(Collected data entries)

■ ■ ■

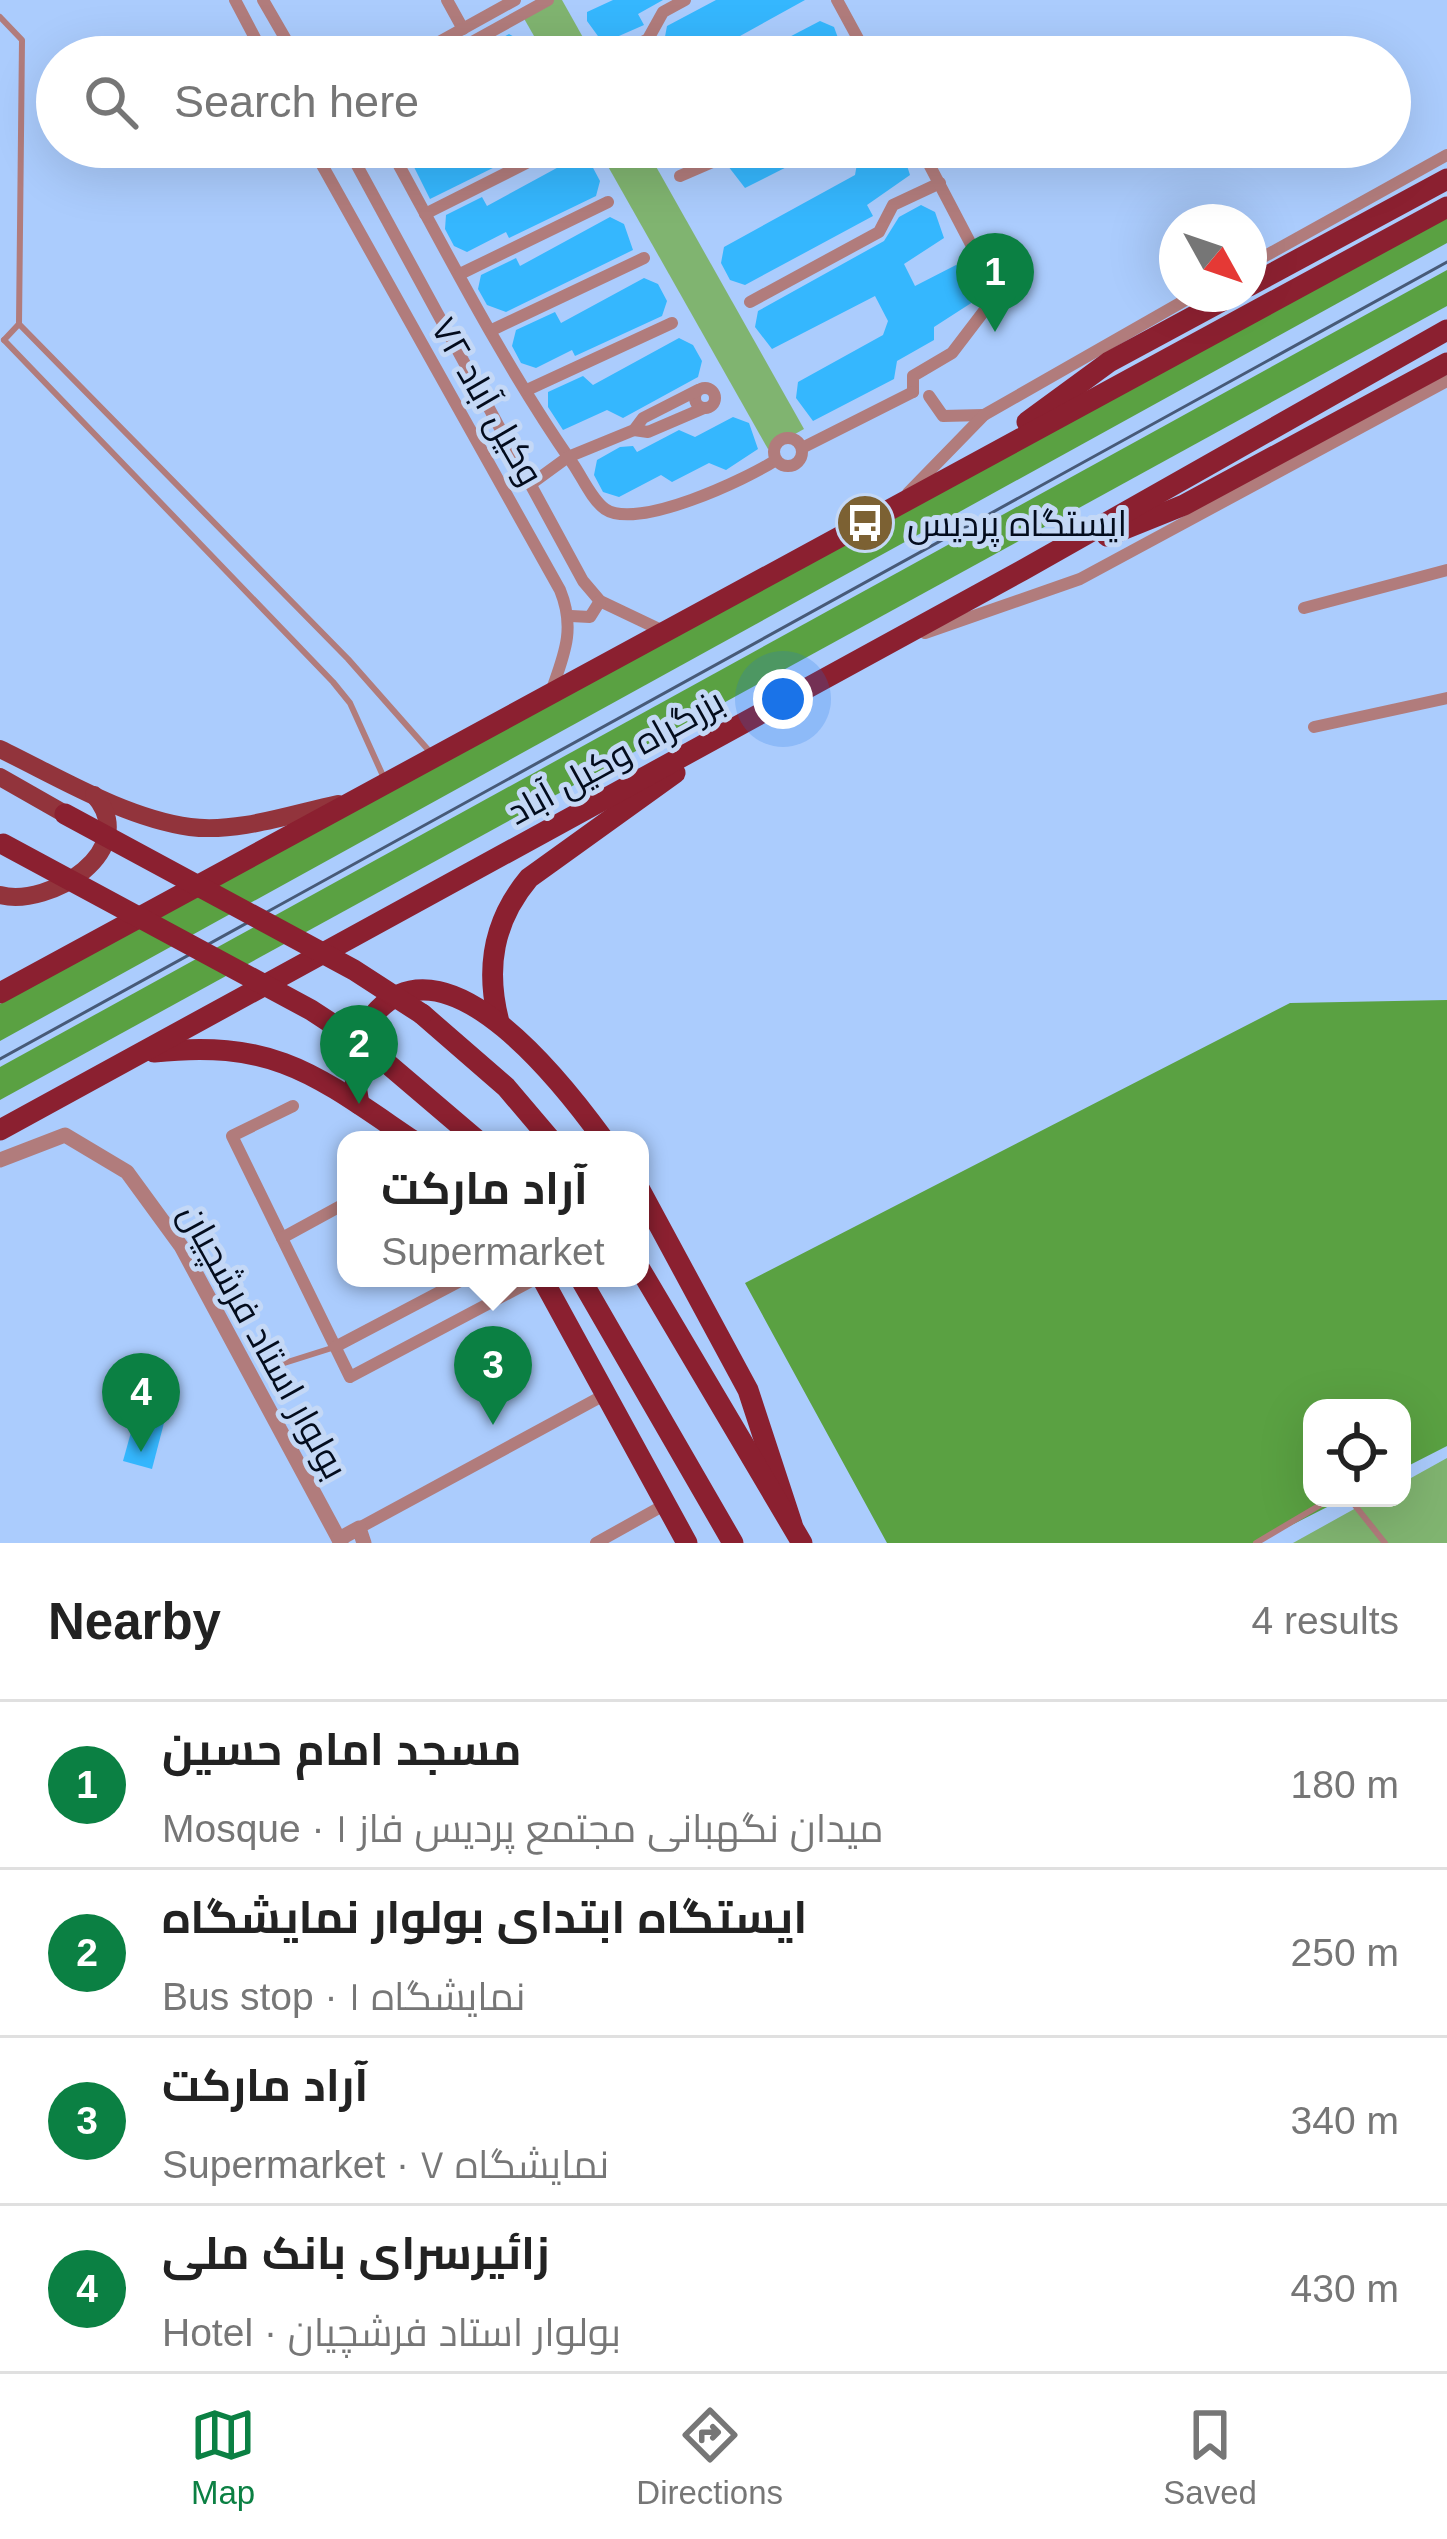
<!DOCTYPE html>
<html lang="en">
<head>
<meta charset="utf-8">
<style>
	body { margin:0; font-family:Arial,Cairo,sans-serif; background:#f6f6f6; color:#222 }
	.controls { position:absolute; right:36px; bottom:36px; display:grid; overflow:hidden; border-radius:24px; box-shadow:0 12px 48px #0002 }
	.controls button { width:108px; height:108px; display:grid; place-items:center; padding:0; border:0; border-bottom:3px solid #e0e0e0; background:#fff; color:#222; font:60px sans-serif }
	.compass { position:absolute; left:1159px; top:204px; width:108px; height:108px; border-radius:50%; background:#fff; box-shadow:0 12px 48px #0002; rotate:130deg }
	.you { position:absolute; left:783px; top:699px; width:42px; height:42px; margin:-30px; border:9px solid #fff; border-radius:50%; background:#1a73e8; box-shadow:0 0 0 18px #1a73e833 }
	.badge { display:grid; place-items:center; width:78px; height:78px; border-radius:50%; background:#0b8043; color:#fff; font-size:39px; font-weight:700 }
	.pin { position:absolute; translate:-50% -99px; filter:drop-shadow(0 3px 6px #0008) }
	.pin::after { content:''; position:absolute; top:63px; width:42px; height:36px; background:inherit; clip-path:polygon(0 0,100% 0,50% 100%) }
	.popup { position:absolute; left:337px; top:1131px; width:312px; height:156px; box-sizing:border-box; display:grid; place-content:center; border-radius:24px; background:#fff; filter:drop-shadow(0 3px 9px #0005); font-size:39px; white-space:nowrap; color:#767676 }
	.popup b { font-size:45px; color:#222 }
	.popup::after { content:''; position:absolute; left:50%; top:100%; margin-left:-24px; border:24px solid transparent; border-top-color:#fff }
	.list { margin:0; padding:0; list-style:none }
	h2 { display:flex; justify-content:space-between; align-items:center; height:156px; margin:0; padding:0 48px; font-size:51px }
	h2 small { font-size:39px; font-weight:400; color:#767676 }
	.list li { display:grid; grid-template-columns:78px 1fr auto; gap:36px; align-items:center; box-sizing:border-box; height:168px; padding:0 48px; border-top:3px solid #e0e0e0 }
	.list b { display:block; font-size:45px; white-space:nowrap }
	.list p { margin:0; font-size:39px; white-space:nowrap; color:#767676 }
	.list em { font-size:39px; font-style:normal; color:#767676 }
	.icon { flex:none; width:66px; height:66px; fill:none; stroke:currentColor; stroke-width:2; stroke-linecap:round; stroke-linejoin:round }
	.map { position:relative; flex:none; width:1447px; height:1543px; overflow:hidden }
	.search { position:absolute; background:#fff; box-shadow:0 12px 48px #0002; left:36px; right:36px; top:36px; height:132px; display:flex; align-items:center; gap:30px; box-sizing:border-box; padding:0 42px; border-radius:66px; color:#767676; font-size:45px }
	.sheet { height:828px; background:#fff }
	nav { display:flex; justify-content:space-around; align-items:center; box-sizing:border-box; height:168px; border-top:3px solid #e0e0e0; background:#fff; font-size:33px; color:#767676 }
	nav a { display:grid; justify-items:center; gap:6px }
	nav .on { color:#0b8043 }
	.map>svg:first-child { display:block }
	.green { fill:#80b470 }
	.forest { fill:#5aa142 }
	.building { fill:#35b7fe }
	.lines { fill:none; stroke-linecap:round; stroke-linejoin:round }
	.service { stroke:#b17c7c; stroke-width:6 }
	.minor { stroke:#b17c7c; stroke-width:12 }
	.tertiary { stroke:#b17c7c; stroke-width:15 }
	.primary { stroke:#92343c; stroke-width:18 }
	.trunk { stroke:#8b2030; stroke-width:21 }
	.tram { stroke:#475a78; stroke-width:3 }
	.trunk-bridge { stroke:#8b2030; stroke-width:21 }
	.labels { text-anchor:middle; stroke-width:10; stroke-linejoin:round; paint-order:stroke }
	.street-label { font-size:36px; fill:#030c1d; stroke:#c4d8f6 }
	.poi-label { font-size:36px; fill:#030c1d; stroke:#c4d8f6; text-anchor:start }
</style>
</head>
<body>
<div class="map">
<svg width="1447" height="1543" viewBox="0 0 1447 1543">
	<rect width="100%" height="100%" fill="#abccfd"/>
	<g class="green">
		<polygon points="549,0 562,0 594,57 546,57 522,15"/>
		<polygon points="597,147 645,147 804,429 768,449"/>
		<polygon points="1447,1458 1447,1543 1293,1543 1374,1498 1402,1498 1402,1483"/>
	</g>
	<g class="forest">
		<polygon points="1447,207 1447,243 0,1041 0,1004"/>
		<polygon points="1447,270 1447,306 0,1100 0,1067"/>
		<polygon points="1447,1000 1447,1446 1402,1469 1402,1408 1312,1408 1312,1498 1345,1498 1256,1543 887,1543 745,1283 1290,1003"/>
	</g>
	<g class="building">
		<polygon points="613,0 663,0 638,14 644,25 603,43 587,21 587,12"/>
		<polygon points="716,0 805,0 702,57 637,57 664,42 667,26"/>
		<polygon points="820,21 834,27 845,57 751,57"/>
		<polygon points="509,34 523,42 532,57 468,57"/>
		<polygon points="441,147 535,147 430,199 414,167 417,160"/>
		<polygon points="736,147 826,147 745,188 728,166"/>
		<polygon points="879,147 901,147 910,175 867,205 873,216 745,285 730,280 721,263 724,247 855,175 858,158"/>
		<polygon points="577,157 591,164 600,181 596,196 509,238 506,232 467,252 454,246 445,229 446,215 482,197 487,206"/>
		<polygon points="921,205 935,212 944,238 904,264 915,286 956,265 971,271 979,298 934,327 934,340 897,361 894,379 813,421 796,398 798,382 883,335 888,321 875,296 772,349 755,327 758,311 884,241 899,217"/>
		<polygon points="610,217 624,224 633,250 506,312 487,305 478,289 481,275 516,258 520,266"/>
		<polygon points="644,278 658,284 667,301 662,316 575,356 572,350 536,368 521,363 512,346 516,330 555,312 561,323"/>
		<polygon points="679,338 693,345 702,361 698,377 623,418 607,410 563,430 548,407 548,392 583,376 593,385"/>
		<polygon points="733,417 749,423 758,449 726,470 709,463 672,482 661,475 619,497 603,492 594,475 597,460 620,447 633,446 637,452 679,430 695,437"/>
		<polygon points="143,1389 171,1396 152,1469 123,1461"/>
	</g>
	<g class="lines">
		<g class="service">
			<polyline points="0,17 22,40 19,324 4,340"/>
			<polyline points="19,324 348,659 431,753"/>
			<polyline points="4,340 333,682 350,703 384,778"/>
			<polyline points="278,1365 335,1347"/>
			<polyline points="1349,1498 1385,1543"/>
			<polyline points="1256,1543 1332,1498"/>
		</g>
		<g class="minor">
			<polyline points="235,0 265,57"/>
			<polyline points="263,0 296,57"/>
			<polyline points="447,0 463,29"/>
			<polyline points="837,0 868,57"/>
			<polyline points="616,56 648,39 663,12 685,0"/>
			<polyline points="412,57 515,0"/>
			<polyline points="445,57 548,0"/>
			<path d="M312,147l248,443c16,39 4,65 -9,102"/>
			<polyline points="347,147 583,581 600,601 663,631"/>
			<path d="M389,147c58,106 115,218 184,317 9,13 19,36 32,45 32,22 142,-30 171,-49"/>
			<polyline points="395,159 417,147"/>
			<polyline points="680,176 717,160 726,147"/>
			<polyline points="425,214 558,147"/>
			<polyline points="1249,265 1447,155"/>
			<polyline points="460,274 608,202"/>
			<polyline points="750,302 879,232 893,205 940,183"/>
			<polyline points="492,330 644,258"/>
			<circle cx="705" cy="398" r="10"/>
			<polyline points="527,390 672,323"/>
			<polyline points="913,392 913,376 952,353 997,294 920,147"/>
			<polyline points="929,396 943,416 984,415"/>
			<polyline points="634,430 648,432 704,408"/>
			<circle cx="788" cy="452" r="14"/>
			<polyline points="802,448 913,392"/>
			<polyline points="531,484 568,457 634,430 643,418 698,390"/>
			<polyline points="908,493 984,415 1196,294"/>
			<polyline points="1304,608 1447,570"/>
			<polyline points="571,616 590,617 600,601"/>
			<polyline points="925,633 1080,579 1447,381"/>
			<polyline points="1314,727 1447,698"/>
			<polyline points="293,1106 232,1136 350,1377 537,1278"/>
			<polyline points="282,1238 346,1203"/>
			<polyline points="335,1347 466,1278"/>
			<polyline points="359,1528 606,1394"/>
			<polyline points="596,1543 666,1504"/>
		</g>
		<g class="tertiary">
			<polyline points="0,1160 65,1135 127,1172 181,1246 341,1543"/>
			<polyline points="339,1539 359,1528 364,1543"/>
		</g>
		<g class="primary">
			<path d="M0,749c58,28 125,69 190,78 48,6 101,-13 148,-23"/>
			<polyline points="0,777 65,814"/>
			<path d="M0,895c49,13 143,-45 94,-100"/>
		</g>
		<g class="trunk">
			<polyline points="1249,286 1447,179"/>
			<polyline points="1027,422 1109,362 1235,294"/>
			<polyline points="1107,536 1184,505 1447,363"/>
			<polyline points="0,993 1447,207"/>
			<polyline points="422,1014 506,1087 551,1140"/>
			<path d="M499,1022c-14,-54 -6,-101 30,-144l146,-105"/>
			<polyline points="369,1048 477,1140"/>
			<path d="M154,1052c121,-13 162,23 258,88"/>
			<path d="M359,1104c-7,-39 -10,-64 19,-94 72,-75 189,79 226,130"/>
			<polyline points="0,1130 1023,570 1447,330"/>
			<polyline points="640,1190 748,1390 792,1524"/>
			<polyline points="640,1269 802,1543"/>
			<polyline points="542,1278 687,1543"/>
			<polyline points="580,1278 733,1543"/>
		</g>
		<polyline class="tram" points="0,1059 1447,262"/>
		<g class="trunk-bridge">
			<polyline points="65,814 354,970 422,1014"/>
			<polyline points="3,844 311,1010 369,1048"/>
		</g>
	</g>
	<defs>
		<symbol id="bus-disc" viewBox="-11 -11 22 22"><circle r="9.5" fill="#7c6133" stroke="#c4d8f6"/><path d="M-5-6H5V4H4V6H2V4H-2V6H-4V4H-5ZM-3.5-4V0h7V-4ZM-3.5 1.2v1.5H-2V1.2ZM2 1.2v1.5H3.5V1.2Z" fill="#fff"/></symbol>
	</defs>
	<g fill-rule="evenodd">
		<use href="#bus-disc" x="832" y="490" width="66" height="66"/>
	</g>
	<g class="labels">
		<g class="street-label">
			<text transform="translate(488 401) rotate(60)" y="13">۷۲ وکیل آباد</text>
			<text transform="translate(615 756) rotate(-29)" y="13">بزرگراه وکیل آباد</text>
			<text transform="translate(264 1341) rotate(61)" y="13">بولوار استاد فرشچیان</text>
		</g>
		<g class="poi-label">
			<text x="907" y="536">ایستگاه پردیس</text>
		</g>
	</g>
</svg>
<div class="controls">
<button><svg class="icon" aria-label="locate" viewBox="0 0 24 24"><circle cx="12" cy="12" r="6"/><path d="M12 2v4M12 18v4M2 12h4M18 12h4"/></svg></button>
</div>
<svg class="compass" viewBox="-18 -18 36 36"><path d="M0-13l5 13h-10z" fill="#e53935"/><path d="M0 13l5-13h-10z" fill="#767676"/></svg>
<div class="you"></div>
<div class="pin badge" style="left:995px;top:332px">1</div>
<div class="pin badge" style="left:359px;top:1104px">2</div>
<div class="pin badge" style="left:493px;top:1425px">3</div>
<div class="popup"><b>آراد مارکت</b>Supermarket</div>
<div class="pin badge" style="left:141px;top:1452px">4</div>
<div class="search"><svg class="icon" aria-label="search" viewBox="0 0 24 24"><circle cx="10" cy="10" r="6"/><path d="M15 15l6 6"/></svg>Search here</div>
</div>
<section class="sheet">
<h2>Nearby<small>4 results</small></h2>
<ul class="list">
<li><span class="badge">1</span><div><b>مسجد امام حسین</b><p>Mosque · میدان نگهبانی مجتمع پردیس فاز ۱</p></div><em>180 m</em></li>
<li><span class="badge">2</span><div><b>ایستگاه ابتدای بولوار نمایشگاه</b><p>Bus stop · نمایشگاه ۱</p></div><em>250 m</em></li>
<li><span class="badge">3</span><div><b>آراد مارکت</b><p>Supermarket · نمایشگاه ۷</p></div><em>340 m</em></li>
<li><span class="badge">4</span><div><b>زائیرسرای بانک ملی</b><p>Hotel · بولوار استاد فرشچیان</p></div><em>430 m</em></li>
</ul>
</section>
<nav>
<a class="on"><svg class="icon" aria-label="map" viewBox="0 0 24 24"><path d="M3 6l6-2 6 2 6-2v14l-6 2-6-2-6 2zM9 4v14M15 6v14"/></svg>Map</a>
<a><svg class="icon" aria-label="directions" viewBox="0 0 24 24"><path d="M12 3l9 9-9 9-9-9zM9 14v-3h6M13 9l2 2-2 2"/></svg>Directions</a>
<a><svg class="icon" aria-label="saved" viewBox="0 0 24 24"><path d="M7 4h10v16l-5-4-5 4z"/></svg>Saved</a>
</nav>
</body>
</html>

■ ■ ■

Your instructions: The lines needed run from the first line of the records through the line containing "position:absolute; right:36px; bottom:36px;", both included. Restate them word for word, without pictures.

Solution to the exercise:
<!DOCTYPE html>
<html lang="en">
<head>
<meta charset="utf-8">
<style>
	body { margin:0; font-family:Arial,Cairo,sans-serif; background:#f6f6f6; color:#222 }
	.controls { position:absolute; right:36px; bottom:36px; display:grid; overflow:hidden; border-radius:24px; box-shadow:0 12px 48px #0002 }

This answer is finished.